*What you should do*:
Look for "body" in every line of the listing. Copy the lines that have it.

*Records shown*:
-- Opening Marker --
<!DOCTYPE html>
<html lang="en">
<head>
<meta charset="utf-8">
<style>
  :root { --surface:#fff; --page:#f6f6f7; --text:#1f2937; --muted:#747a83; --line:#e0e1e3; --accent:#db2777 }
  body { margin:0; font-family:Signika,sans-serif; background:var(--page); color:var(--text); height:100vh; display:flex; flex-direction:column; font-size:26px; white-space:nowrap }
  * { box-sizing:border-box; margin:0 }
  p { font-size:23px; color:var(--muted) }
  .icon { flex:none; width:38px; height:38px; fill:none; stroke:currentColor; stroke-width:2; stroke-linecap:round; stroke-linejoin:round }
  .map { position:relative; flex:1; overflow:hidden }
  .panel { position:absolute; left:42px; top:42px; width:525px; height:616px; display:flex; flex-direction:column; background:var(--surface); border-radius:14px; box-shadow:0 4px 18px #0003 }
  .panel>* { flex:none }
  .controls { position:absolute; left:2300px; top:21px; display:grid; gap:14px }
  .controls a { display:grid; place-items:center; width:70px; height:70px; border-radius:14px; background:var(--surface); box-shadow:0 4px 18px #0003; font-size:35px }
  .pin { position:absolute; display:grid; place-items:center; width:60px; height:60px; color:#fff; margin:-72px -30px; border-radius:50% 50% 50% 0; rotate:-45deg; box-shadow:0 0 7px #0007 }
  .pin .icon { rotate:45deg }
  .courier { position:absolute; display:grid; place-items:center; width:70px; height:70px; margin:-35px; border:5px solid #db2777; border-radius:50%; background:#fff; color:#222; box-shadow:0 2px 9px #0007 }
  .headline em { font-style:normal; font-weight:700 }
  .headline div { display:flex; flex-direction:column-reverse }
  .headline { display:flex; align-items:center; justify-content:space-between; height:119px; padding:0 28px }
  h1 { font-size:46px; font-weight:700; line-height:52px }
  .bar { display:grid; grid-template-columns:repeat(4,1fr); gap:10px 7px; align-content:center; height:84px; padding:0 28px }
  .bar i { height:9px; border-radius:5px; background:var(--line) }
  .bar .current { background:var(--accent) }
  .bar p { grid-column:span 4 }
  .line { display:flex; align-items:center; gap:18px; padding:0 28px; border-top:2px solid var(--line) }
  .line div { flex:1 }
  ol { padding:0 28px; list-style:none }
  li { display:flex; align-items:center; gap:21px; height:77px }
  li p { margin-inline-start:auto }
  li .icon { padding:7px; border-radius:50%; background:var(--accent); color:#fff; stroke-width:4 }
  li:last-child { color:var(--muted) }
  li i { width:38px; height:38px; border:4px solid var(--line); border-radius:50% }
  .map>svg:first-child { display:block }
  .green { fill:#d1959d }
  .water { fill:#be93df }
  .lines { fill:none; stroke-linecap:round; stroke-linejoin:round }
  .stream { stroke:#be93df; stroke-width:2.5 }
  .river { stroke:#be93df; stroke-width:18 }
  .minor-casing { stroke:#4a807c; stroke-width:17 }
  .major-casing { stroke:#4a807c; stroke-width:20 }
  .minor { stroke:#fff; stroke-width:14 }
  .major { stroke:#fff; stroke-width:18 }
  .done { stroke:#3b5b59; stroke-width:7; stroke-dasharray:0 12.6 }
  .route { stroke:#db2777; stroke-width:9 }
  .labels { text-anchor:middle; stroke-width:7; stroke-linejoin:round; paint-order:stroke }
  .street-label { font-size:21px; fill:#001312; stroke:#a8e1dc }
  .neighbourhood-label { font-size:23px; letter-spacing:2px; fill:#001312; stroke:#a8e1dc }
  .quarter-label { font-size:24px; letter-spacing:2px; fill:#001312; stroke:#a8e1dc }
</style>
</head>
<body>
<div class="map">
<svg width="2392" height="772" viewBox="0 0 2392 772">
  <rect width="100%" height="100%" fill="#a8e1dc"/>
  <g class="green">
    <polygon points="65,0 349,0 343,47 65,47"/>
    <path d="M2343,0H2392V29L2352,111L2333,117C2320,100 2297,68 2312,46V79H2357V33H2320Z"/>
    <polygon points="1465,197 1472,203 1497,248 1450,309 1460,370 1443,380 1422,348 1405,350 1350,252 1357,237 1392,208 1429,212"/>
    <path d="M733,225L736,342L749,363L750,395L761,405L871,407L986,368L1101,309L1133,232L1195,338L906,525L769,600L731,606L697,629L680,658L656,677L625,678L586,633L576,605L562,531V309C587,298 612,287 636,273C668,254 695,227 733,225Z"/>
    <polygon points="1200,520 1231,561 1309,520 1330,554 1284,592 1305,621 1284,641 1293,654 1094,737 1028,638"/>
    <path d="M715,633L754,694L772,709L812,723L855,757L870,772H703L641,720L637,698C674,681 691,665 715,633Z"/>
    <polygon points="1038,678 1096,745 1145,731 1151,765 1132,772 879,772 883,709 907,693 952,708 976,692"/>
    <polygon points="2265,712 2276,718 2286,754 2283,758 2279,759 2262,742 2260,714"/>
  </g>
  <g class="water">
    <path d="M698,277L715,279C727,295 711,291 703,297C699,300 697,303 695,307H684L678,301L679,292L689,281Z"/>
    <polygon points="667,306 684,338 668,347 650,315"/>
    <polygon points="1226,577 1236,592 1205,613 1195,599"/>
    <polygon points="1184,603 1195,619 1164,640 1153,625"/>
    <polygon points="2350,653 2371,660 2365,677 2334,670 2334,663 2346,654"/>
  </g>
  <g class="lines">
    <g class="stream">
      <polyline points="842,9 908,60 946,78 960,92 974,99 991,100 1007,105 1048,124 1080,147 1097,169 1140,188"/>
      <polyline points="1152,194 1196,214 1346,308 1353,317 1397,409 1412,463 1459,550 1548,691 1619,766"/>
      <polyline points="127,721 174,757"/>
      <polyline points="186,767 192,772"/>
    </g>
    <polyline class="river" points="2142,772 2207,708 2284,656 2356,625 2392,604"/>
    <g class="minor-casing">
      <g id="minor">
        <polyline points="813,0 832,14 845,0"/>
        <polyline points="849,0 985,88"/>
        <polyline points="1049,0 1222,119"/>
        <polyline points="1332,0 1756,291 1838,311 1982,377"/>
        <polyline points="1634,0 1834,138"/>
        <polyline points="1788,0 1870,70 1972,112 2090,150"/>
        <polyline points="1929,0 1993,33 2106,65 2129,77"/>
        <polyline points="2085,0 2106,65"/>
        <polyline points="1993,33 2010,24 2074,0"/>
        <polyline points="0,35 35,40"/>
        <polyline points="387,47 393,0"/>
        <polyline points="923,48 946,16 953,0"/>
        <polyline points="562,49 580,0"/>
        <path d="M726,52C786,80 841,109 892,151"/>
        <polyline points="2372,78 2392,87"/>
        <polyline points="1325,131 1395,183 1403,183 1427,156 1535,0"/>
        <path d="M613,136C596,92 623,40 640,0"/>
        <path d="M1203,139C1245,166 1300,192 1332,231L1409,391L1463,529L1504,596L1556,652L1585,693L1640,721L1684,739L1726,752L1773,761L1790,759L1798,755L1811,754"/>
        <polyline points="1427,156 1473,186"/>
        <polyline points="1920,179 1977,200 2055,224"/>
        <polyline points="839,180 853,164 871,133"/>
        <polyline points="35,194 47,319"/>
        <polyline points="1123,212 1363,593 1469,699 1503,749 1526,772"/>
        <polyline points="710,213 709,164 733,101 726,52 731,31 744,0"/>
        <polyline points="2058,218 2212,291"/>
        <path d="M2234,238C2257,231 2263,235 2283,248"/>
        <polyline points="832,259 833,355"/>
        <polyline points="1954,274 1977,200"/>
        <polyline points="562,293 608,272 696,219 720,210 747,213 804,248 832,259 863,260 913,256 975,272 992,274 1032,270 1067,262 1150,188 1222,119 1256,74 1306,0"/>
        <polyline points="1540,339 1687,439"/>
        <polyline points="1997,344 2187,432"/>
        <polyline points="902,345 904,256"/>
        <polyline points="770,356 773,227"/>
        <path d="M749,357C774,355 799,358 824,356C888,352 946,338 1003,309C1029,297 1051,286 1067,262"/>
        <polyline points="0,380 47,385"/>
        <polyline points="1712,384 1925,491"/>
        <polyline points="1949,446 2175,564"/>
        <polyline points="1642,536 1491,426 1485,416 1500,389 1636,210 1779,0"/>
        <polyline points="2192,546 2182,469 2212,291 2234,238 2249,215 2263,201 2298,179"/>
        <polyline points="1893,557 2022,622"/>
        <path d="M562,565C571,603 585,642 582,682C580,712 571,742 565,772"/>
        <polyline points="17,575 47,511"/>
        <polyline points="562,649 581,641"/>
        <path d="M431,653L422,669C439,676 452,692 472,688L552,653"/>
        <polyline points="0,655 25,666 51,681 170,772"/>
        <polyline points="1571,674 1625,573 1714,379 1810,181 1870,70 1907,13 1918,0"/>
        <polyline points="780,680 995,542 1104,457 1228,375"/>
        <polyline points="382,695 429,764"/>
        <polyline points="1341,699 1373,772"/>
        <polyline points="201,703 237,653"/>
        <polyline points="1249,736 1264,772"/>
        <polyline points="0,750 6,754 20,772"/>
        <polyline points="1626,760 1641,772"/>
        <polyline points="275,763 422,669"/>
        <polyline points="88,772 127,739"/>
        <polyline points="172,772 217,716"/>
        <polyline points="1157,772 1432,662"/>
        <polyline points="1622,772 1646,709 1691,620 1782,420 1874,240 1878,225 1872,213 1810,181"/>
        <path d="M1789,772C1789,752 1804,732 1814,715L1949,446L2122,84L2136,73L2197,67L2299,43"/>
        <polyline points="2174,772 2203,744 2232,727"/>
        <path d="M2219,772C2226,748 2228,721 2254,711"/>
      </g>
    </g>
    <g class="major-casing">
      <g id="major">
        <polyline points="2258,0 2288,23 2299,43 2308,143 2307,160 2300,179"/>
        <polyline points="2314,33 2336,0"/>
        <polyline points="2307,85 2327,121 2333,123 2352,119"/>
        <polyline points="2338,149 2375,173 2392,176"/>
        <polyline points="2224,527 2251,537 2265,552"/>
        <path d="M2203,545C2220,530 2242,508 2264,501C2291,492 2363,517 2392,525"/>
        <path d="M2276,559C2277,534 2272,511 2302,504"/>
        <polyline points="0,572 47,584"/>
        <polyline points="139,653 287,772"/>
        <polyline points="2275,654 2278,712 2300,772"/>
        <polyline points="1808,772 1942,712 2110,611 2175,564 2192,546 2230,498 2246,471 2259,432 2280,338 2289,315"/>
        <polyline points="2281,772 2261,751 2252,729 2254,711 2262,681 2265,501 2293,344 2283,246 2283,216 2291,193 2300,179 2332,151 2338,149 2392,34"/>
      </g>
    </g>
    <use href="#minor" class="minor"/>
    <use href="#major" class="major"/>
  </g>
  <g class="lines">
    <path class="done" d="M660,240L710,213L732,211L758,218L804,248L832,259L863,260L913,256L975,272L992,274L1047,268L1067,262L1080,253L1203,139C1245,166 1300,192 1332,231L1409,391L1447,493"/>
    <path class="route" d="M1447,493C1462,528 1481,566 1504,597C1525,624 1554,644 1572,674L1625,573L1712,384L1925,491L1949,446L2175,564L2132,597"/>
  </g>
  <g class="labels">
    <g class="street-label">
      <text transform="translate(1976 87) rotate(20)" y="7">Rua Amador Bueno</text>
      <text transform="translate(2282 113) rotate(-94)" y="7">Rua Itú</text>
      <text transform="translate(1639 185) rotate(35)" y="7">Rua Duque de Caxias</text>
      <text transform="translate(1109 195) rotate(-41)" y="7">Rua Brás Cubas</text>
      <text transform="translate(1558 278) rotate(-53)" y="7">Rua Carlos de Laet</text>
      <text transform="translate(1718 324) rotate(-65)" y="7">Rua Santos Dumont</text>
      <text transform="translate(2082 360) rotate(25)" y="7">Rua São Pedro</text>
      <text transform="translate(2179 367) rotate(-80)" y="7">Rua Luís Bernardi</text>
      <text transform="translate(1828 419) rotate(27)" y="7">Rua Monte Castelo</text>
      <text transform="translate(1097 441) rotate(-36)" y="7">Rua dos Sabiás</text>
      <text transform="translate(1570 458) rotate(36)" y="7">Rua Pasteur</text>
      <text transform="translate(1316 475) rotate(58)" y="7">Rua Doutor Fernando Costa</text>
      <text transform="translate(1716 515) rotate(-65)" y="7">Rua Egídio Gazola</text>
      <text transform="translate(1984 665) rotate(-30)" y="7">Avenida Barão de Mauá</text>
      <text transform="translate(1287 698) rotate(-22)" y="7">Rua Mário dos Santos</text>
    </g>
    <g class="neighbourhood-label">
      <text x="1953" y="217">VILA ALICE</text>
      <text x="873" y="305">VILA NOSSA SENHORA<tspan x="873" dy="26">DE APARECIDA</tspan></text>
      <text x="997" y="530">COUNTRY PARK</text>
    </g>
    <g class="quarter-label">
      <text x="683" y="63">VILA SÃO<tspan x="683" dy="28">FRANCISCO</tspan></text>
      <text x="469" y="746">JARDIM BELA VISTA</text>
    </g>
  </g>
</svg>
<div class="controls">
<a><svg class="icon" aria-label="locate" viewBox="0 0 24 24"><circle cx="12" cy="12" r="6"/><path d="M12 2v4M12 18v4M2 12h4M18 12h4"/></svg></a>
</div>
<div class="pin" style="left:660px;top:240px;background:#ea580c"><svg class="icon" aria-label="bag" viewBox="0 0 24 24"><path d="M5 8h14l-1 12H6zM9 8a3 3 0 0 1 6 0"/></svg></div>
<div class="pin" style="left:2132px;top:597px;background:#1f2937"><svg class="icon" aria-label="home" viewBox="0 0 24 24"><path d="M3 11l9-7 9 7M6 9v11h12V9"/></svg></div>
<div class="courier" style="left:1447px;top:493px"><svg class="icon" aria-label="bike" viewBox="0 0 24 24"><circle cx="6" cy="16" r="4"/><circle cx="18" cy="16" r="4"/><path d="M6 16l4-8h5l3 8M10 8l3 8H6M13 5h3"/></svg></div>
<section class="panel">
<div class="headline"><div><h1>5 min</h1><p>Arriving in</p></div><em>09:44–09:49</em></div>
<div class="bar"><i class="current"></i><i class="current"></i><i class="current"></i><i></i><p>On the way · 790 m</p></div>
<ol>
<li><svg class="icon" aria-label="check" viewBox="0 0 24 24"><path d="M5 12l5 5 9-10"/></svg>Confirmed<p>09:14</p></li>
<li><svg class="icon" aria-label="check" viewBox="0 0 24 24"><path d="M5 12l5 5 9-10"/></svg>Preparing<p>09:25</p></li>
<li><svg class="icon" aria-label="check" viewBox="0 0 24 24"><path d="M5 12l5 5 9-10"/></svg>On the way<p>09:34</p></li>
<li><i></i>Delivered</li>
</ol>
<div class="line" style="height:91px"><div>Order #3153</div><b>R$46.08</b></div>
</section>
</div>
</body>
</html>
-- Closing Marker --
*Worked solution*:
  body { margin:0; font-family:Signika,sans-serif; background:var(--page); color:var(--text); height:100vh; display:flex; flex-direction:column; font-size:26px; white-space:nowrap }
<body>
</body>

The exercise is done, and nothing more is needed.